En pleno debate sobre responsabilidad medioambiental, el Gobierno francés ha anunciado una ecotasa de 1,5 a 18 euros en los billetes de avión, que reinvertirá en infraestructura para transportes más ecológicos; y Holanda y Francia discuten en sus Parlamentos si prohibir los vuelos cuyo recorrido se puede realizar en tren en tres horas o menos. En contra tienen el coste (hace poco se hizo público que hasta Network Rail, la empresa pública de ferrocarriles del Reino Unido, anima a su personal a volar en vez de tomar trenes si supone un ahorro) y el tiempo: no todos quieren, o pueden, gastar en transporte las horas que podrían disfrutar de vacaciones. Hasta las aerolíneas parecen tomar consciencia de la creciente preocupación ciudadana, como denota la última campaña de la holandesa KLM, que anima a los consumidores a priorizar el tren o las videollamadas de trabajo.

La industria de la aviación busca soluciones, como desarrollar combustibles sostenibles y aviones más eficientes. Pronto, el plan internacional de reducción exigirá a las aerolíneas que compensen las emisiones de CO2 financiando proyectos de energía sostenible —antes los planes de compensación se centraban en la reforestación—. Hasta ahora el cliente debía elegir si pagar la compensación al comprar un billete, pero la opción ha ido desapareciendo de las webs de las aerolíneas. Y hay otras opciones, menos populares en la industria. Según un informe de la Comisión Europea filtrado en mayo, subir los impuestos al combustible de la aviación reduciría las emisiones en un 11%. Y… subiría los precios de los billetes un 10%.

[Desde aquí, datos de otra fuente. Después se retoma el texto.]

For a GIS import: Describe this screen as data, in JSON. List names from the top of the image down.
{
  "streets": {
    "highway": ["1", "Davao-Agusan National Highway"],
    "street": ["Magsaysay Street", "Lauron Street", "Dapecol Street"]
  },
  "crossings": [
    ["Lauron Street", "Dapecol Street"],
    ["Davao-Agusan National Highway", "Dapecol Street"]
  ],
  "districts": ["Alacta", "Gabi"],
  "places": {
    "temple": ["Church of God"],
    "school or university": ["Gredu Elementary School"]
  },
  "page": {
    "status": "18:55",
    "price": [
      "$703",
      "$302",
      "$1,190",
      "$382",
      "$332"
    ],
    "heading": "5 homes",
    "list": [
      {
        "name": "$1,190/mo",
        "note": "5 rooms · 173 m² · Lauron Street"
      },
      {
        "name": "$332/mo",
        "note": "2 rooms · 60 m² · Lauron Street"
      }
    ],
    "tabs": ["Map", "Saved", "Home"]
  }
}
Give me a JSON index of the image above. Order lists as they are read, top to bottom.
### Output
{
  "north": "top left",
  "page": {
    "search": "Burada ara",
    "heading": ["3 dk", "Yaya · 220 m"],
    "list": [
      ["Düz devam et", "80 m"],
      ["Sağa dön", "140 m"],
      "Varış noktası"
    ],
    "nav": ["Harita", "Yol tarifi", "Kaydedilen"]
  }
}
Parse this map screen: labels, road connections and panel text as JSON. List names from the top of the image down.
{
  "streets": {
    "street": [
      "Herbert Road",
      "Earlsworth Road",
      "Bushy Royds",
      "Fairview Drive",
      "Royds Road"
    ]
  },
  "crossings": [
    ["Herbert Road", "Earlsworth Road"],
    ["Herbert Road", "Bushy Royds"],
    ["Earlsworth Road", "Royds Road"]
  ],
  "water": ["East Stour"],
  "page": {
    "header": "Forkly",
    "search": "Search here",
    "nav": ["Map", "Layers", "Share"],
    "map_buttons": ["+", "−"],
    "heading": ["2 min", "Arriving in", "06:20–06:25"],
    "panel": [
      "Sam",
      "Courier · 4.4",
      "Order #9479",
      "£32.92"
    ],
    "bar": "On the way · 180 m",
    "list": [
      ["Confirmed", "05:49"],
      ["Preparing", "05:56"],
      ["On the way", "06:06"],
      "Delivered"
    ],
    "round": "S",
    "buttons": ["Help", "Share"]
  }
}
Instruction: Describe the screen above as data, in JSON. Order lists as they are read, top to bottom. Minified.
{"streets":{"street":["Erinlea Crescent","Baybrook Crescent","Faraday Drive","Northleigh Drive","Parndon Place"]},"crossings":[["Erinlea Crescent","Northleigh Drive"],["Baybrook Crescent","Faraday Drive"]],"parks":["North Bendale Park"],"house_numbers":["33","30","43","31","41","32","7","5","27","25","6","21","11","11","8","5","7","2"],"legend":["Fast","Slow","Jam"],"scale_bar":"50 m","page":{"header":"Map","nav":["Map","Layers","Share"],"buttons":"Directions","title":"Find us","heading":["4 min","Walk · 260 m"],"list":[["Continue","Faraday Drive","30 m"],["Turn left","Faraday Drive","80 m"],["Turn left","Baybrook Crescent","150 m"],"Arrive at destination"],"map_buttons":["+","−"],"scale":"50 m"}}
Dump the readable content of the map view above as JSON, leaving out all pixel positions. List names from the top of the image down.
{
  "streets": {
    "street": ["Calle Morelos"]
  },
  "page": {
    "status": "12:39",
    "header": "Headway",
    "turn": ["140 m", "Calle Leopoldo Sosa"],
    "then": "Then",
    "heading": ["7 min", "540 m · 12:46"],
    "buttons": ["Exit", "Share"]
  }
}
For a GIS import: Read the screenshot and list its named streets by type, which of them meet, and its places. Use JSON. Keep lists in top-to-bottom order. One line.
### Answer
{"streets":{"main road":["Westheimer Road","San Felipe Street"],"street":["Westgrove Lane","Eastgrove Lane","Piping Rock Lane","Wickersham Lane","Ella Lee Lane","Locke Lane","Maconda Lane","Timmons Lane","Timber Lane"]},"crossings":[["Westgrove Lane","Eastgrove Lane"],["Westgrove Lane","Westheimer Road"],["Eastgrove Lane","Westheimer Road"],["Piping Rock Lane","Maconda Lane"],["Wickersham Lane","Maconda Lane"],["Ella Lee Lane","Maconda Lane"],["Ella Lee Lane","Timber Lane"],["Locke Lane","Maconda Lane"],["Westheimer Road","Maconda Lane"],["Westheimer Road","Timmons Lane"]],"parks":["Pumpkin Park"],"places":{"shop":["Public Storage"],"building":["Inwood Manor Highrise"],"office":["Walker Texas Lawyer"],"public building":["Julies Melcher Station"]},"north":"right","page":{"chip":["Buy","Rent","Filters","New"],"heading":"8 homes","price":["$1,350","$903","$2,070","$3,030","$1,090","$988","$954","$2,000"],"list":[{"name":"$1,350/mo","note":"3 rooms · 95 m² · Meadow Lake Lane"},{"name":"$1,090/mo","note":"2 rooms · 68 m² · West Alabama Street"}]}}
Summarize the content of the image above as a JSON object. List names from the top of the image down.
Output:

Lo más complicado es que dejar de volar o volar menos exige un cambio cultural en esta era del posturismo. Buscamos experiencias, sentirnos parte de un lugar, aunque sea por unos días; llevarnos una emoción, además del selfi de rigor. “Todos queremos ir a destinos exóticos y encima estar solos”, resume Mónica Chao Janeiro, profesora de la escuela de negocios ESCP Europe y experta en sostenibilidad y turismo. Incluso quienes se preocupan por el medio ambiente continúan valorando mucho los viajes internacionales como una muestra de “civilización”, afirma Luke Elson, filósofo de la Universidad de Reading. Puede ser que un modelo con vuelos más escasos y caros, pero más respetuosos con el medio ambiente, desdemocratice el turismo —a no ser que se aplique un modelo similar al de los impuestos progresivos: tasar más a quien más viaje—. Y ni siquiera esto parece garantizar que vayamos a cuidar mejor del planeta. Basta mirar al Everest, donde la ascensión es restringida… y la cumbre está colapsada y llena de basura.